**Your objective:**
Only the lines from the start of the data through the line with "filter:drop-shadow(0 0 1px" belong in the copy. Restate them word for word, minus the pictures.

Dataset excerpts
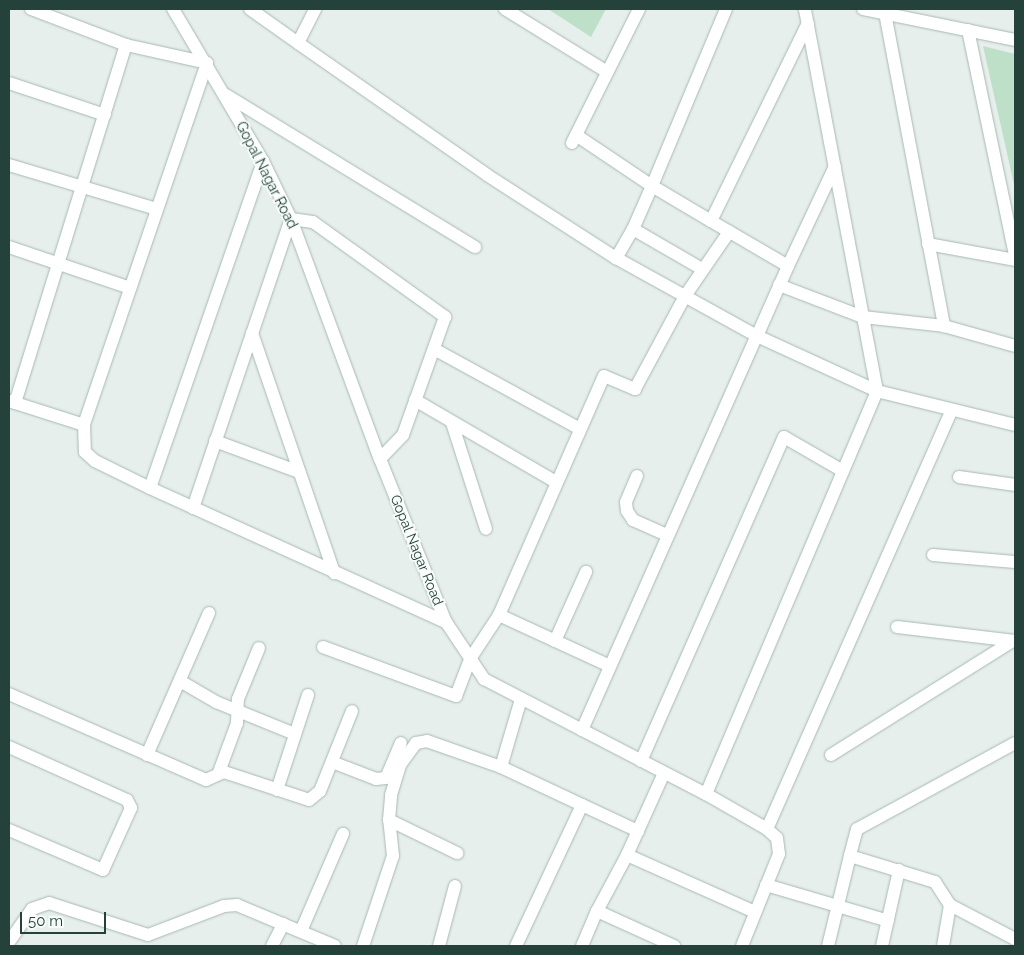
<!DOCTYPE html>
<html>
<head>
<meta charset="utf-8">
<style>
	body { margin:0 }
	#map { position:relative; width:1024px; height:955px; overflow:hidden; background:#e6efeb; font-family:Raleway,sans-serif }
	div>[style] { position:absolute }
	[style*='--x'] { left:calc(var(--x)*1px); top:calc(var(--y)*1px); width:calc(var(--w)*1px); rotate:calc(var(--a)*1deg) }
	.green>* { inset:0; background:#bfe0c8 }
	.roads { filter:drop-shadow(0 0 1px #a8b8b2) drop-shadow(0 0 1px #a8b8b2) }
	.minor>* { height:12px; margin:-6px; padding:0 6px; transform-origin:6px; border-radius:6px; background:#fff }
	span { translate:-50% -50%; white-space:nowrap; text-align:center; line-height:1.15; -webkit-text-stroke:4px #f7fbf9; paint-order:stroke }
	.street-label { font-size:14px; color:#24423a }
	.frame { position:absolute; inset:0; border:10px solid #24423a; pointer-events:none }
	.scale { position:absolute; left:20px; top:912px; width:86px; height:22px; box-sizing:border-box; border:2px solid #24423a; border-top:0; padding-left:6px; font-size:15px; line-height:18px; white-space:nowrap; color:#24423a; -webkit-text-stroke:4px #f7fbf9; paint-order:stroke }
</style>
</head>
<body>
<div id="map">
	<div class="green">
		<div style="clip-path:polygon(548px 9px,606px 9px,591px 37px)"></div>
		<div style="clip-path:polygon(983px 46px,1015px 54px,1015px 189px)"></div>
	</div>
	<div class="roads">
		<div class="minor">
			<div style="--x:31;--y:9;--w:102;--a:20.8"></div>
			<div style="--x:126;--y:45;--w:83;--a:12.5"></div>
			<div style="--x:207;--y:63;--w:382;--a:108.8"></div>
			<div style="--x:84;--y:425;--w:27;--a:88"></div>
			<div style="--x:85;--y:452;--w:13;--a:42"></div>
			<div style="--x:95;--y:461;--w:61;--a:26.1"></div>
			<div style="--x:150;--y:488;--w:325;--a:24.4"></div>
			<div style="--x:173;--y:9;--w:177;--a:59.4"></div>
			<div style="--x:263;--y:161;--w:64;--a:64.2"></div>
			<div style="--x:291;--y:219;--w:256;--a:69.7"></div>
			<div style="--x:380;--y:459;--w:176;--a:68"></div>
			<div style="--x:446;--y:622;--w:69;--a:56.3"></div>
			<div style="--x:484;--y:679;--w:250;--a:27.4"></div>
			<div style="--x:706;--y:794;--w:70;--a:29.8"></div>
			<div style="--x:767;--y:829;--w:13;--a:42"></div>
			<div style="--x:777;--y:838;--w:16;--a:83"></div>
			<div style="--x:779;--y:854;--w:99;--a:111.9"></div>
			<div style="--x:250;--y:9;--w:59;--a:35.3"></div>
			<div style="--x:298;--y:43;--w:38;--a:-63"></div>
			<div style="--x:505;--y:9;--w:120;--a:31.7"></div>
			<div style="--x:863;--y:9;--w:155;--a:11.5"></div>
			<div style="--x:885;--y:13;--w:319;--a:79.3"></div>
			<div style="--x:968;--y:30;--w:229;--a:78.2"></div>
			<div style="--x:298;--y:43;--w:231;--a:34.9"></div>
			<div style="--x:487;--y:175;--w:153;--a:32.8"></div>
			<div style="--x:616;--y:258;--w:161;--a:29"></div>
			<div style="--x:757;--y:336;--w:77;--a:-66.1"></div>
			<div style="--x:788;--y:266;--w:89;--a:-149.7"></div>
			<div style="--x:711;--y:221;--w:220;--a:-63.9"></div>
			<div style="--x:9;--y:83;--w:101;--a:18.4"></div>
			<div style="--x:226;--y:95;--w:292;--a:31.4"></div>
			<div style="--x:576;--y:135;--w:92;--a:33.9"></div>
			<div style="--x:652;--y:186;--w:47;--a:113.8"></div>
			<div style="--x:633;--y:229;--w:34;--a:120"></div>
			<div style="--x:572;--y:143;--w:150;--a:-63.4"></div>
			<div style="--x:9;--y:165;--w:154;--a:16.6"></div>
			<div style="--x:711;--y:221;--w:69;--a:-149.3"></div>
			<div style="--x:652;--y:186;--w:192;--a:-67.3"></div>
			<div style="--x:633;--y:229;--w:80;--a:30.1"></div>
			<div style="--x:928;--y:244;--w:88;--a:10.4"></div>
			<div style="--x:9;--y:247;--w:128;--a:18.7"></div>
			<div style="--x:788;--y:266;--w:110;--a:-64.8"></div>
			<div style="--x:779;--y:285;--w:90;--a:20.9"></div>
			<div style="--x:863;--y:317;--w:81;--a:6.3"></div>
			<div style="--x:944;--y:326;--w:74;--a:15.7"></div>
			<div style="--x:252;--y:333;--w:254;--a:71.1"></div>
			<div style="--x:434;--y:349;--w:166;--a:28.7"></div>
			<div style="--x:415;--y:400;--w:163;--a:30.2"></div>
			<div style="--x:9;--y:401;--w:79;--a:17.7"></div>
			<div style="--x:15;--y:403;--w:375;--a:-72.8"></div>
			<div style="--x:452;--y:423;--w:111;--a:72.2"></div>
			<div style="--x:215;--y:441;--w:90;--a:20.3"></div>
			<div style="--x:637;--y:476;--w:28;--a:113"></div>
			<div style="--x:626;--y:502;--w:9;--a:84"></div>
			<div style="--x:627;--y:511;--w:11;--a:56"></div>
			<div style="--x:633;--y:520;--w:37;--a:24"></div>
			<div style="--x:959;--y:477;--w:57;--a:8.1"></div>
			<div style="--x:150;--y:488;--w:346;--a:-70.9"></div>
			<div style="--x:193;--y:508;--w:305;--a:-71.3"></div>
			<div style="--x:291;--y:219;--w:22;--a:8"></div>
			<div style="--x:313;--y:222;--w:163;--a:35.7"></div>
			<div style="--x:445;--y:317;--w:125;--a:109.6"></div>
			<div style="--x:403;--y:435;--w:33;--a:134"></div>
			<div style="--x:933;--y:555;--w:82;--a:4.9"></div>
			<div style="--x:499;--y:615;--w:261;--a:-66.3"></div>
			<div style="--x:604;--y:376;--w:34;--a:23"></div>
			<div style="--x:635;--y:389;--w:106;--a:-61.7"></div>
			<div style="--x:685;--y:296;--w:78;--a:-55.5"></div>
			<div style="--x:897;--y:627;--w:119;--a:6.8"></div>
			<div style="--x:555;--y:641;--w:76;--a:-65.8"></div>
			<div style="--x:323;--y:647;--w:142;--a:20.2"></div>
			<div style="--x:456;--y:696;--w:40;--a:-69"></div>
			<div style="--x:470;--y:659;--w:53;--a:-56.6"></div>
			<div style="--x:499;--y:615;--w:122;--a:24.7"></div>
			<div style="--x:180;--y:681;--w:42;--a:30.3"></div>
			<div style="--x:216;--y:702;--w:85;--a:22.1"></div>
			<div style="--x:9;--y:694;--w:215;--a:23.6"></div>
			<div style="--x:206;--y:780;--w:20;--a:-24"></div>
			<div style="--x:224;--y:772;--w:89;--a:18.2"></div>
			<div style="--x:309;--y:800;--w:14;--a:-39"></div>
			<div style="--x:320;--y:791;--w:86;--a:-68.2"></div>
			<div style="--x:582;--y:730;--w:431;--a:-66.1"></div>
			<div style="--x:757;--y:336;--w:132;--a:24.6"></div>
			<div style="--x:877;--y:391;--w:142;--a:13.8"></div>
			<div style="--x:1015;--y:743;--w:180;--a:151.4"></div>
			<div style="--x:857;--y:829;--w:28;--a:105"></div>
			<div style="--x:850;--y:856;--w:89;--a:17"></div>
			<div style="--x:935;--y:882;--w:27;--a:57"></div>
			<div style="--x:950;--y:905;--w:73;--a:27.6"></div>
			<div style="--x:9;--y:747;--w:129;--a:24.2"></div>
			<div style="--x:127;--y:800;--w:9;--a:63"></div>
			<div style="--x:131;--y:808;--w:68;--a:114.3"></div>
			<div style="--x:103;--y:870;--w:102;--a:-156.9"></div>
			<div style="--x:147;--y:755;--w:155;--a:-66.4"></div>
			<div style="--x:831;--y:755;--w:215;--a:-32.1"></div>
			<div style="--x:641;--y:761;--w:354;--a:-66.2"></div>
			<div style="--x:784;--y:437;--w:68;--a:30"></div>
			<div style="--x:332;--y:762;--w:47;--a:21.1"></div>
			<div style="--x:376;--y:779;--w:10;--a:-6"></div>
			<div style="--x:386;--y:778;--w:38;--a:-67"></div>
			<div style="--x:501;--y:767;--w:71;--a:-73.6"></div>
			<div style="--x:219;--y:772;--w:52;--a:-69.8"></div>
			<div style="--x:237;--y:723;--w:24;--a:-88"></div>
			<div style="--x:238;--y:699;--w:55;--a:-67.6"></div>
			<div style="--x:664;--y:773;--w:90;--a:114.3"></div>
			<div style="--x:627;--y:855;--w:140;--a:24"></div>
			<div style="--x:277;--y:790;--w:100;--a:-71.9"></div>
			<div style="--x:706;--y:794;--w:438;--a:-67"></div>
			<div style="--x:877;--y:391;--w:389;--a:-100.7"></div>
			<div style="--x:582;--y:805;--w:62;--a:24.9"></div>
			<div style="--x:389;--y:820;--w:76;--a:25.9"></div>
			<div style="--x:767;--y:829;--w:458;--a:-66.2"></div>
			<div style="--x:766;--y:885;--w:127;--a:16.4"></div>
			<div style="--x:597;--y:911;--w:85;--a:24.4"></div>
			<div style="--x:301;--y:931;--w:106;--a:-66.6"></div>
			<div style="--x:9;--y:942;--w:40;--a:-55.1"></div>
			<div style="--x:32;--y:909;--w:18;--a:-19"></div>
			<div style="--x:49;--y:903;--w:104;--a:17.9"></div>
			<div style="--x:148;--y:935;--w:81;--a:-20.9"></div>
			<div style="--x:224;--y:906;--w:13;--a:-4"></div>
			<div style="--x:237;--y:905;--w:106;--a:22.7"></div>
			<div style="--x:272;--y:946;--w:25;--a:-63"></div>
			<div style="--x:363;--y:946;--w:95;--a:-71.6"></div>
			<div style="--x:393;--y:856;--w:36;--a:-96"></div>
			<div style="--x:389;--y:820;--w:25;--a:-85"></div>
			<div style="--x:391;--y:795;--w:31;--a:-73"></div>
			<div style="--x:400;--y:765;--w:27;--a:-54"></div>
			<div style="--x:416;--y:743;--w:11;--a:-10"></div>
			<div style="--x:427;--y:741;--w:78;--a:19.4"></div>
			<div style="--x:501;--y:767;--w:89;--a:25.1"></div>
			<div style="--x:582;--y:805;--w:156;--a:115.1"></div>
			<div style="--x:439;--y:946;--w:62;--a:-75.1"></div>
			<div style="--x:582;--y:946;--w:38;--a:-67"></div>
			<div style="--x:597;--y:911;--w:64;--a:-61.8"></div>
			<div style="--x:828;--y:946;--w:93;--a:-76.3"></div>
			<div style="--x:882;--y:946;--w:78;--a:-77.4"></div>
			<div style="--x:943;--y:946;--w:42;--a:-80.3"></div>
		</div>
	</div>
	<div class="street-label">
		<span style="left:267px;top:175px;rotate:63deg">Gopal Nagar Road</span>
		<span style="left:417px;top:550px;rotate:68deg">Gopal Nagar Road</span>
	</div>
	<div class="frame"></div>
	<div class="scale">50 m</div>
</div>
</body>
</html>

**Solution to the problem:**
<!DOCTYPE html>
<html>
<head>
<meta charset="utf-8">
<style>
	body { margin:0 }
	#map { position:relative; width:1024px; height:955px; overflow:hidden; background:#e6efeb; font-family:Raleway,sans-serif }
	div>[style] { position:absolute }
	[style*='--x'] { left:calc(var(--x)*1px); top:calc(var(--y)*1px); width:calc(var(--w)*1px); rotate:calc(var(--a)*1deg) }
	.green>* { inset:0; background:#bfe0c8 }
	.roads { filter:drop-shadow(0 0 1px #a8b8b2) drop-shadow(0 0 1px #a8b8b2) }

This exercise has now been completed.